EXERCISE BRIEF - For the records below, tally the lines that include the word "linecap" and report the number alone.

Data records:
____

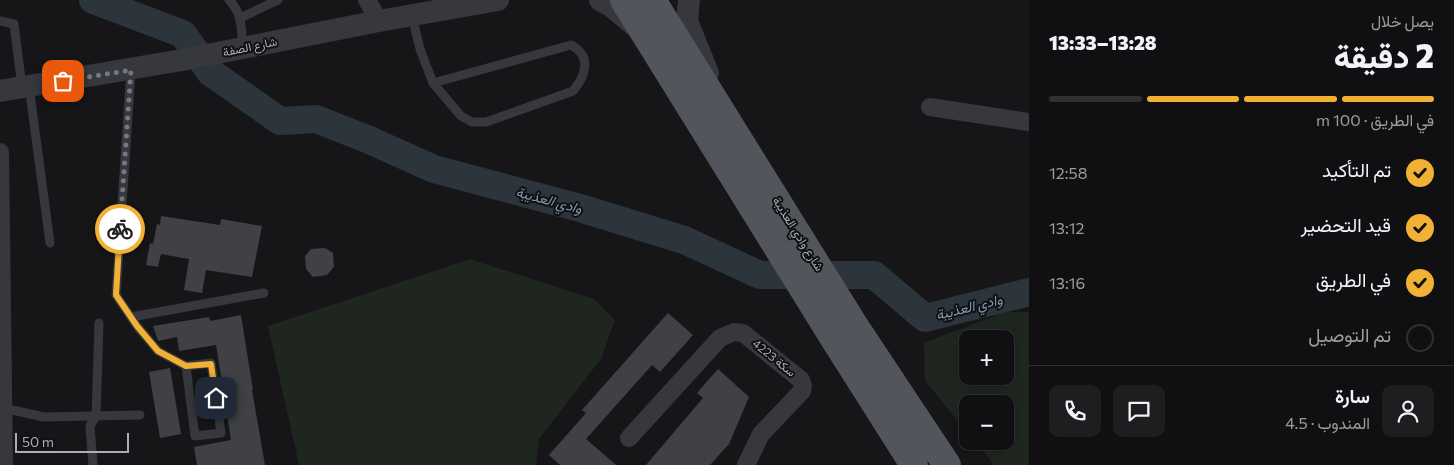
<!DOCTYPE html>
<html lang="ar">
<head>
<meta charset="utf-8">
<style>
	:root { --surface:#101012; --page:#1e1e20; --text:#f1f3f6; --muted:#9c9d9f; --line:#303032; --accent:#f2b134 }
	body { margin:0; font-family:Commissioner,Vazirmatn,sans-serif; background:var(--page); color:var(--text); direction:rtl; height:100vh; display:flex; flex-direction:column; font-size:19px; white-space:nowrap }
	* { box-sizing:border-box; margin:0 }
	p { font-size:16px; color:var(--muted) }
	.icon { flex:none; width:28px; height:28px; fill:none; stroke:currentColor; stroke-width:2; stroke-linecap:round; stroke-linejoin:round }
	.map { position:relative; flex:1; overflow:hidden; direction:ltr }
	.panel { display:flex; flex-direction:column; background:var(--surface); width:425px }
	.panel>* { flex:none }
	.controls { position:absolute; left:959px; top:330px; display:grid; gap:10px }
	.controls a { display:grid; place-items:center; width:55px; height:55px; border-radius:10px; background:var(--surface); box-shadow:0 2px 8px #0003,0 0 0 1px var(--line); font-size:25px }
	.scale { position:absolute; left:15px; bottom:12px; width:114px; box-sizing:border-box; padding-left:5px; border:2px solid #a8adb8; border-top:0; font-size:14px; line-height:18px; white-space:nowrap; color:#a8adb8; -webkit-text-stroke:4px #111113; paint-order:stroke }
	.pin { position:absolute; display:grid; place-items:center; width:42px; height:42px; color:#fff; margin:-21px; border-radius:10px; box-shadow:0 2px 8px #0006 }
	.courier { position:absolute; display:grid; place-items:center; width:50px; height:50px; margin:-25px; border:4px solid #f2b134; border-radius:50%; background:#fff; color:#222; box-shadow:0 1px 6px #0007 }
	.summary em { font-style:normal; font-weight:800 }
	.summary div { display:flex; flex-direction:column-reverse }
	.summary { display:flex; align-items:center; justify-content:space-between; height:85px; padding:0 20px }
	h1 { font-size:32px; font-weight:800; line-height:38px }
	.bar { display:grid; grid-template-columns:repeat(4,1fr); gap:8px 5px; align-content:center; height:60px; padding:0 20px }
	.bar i { height:6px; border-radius:4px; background:var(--line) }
	.bar .active { background:var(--accent) }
	.bar p { grid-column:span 4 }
	.line { display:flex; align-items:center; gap:12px; padding:0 20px; border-top:1px solid var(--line) }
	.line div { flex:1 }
	.round { display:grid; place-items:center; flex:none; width:52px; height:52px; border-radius:10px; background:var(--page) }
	ol { padding:0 20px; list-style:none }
	li { display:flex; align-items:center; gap:15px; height:55px }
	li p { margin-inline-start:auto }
	li .icon { padding:5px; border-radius:50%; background:var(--accent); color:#111; stroke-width:4 }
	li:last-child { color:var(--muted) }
	li i { width:28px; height:28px; border:2px solid var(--line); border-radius:50% }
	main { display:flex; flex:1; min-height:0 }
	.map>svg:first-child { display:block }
	.green { fill:#1e261f; fill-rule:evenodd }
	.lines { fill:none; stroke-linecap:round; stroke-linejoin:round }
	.river { stroke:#2c353c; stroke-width:28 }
	.building { fill:#404145 }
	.service { stroke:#37383d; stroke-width:9 }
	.minor { stroke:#37383d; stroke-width:18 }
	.tertiary { stroke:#37383d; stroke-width:22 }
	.primary { stroke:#53555c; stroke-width:28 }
	.done { stroke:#757880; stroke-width:5; stroke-dasharray:0 9 }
	.route { stroke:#f2b134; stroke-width:6 }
	.labels { text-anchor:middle; stroke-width:4; stroke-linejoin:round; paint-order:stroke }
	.street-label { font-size:12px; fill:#a8adb8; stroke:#111113 }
	.water-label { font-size:14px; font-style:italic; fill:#7f9bb3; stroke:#111113 }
</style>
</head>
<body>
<main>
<section class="panel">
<div class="summary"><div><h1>2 دقيقة</h1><p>يصل خلال</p></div><em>13:28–13:33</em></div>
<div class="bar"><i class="active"></i><i class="active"></i><i class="active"></i><i></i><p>في الطريق · 100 m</p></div>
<ol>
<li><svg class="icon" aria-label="check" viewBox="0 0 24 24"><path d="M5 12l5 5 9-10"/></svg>تم التأكيد<p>12:58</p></li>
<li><svg class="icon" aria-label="check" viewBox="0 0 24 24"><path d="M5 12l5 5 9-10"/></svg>قيد التحضير<p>13:12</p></li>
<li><svg class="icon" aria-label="check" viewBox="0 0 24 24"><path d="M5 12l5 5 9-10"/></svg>في الطريق<p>13:16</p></li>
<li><i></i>تم التوصيل</li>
</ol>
<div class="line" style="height:90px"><a class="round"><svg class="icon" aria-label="person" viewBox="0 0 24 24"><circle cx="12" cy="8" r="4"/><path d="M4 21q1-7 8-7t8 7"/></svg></a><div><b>سارة</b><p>المندوب · 4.5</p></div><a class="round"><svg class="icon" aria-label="chat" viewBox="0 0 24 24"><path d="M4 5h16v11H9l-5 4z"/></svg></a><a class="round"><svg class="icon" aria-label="phone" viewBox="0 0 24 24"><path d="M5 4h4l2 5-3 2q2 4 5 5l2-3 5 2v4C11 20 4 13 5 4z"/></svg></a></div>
</section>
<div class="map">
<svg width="1029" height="465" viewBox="0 0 1029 465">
	<rect width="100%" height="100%" fill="#161618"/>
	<g class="green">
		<path d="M 470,259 L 594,299 L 615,320 L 601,359 L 539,439 L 536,465 L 299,465 L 268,326 Z"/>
		<path d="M 1005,312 L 1029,312 L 1029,465 L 994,465 L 975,441 L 1005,441 L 1005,404 L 968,404 L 967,432 L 925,381 L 924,343 ZM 968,339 L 1005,339 L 1005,376 L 968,376 Z"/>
	</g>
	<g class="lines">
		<path class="river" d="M 93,0 L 183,34 L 210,72 L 280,121 L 316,119 L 367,139 L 434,169 L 580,208 L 684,240 L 760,275 L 874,275 L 925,318 L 1029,292"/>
	</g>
	<g class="building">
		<path d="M 161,216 L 220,225 L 221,219 L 262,226 L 252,277 L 206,270 L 202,293 L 184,290 L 189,259 L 161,254 L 158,267 L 146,265 L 150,243 L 153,244 L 157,224 L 160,225 Z"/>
		<path d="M 325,248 L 333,253 L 334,267 L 327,275 L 313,277 L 306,269 L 305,256 L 311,249 Z"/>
		<path d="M 668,313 L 693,335 L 660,372 L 652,365 L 586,439 L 616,465 L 560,465 L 549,455 L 586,413 L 582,410 Z"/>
		<path d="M 241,315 L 253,390 L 252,390 L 265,465 L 197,465 L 194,447 L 231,440 L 216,345 L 179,351 L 177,337 L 158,341 L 153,326 L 209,317 L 210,321 Z"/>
		<path d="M 170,368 L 181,434 L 160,438 L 149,372 Z"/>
		<path d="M 718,369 L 749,397 L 729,444 L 710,465 L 646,465 L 703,398 L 697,393 Z"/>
	</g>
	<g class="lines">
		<g class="service">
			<path d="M 229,0 C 243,14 241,29 243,48"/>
			<path d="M 412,16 L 420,49 L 433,83 L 461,116 L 472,122 L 486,122 L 573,91 C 586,75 592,56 571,45 L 433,83"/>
			<path d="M 240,18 L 278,0"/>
			<path d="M 0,21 L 14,24 L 22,87"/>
			<path d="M 131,70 L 116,295 L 137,326 L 158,351 L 186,366 L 211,363 L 221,433 L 195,436 L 186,366"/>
			<path d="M 29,86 L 50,243"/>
			<path d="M 131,317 L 264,293"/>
			<path d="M 3,408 L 44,417 L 140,415"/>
			<path d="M 93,465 L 90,426 L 96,416 L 99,323"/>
		</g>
		<g class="minor">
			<path d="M 367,0 L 379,21"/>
			<path d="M 930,107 L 1029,122"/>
			<path d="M 0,152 L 4,465"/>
			<path d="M 629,438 L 720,338 L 734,332 L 743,333 L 801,380 L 803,386 L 802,391 L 761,434 L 746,465"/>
		</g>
		<g class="tertiary">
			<path d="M 600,0 L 611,6 L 635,26"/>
			<path d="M 689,0 L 687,21 L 708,73"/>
			<path d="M 0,91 L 182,60 L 379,21 L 498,0"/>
		</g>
		<g class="primary">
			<path d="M 624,0 L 833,337 L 914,465"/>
			<path d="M 652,0 L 854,325 L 947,465"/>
		</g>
	</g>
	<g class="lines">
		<path class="done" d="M 63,81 L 131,70 L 120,229"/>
		<path class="route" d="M 120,229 L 116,295 L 137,326 L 158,351 L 186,366 L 211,364 L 216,398"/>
	</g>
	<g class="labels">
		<g class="street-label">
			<text transform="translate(250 47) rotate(-12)" y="4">شارع الصفة</text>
			<text transform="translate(798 234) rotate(58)" y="4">شارع وادي العذيبة</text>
			<text transform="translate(774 358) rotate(39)" y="4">سكة 4223</text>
		</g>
		<g class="water-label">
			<text transform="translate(549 200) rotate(15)" y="5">وادي العذيبة</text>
			<text transform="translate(969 307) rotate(-14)" y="5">وادي العذيبة</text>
		</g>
	</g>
</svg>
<div class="controls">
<a>+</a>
<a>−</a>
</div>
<div class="scale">50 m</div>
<div class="pin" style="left:63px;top:81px;background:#ea580c"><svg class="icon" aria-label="bag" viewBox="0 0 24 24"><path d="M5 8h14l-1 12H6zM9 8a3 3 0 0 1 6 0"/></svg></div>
<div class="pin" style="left:216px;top:398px;background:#1f2937"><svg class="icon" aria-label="home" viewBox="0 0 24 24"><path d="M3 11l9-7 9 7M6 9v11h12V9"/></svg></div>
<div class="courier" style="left:120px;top:229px"><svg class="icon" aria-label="bike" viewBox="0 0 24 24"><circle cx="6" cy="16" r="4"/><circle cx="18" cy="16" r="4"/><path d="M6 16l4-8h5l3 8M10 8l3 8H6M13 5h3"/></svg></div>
</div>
</main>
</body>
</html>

____

ANSWER TO THE EXERCISE - 2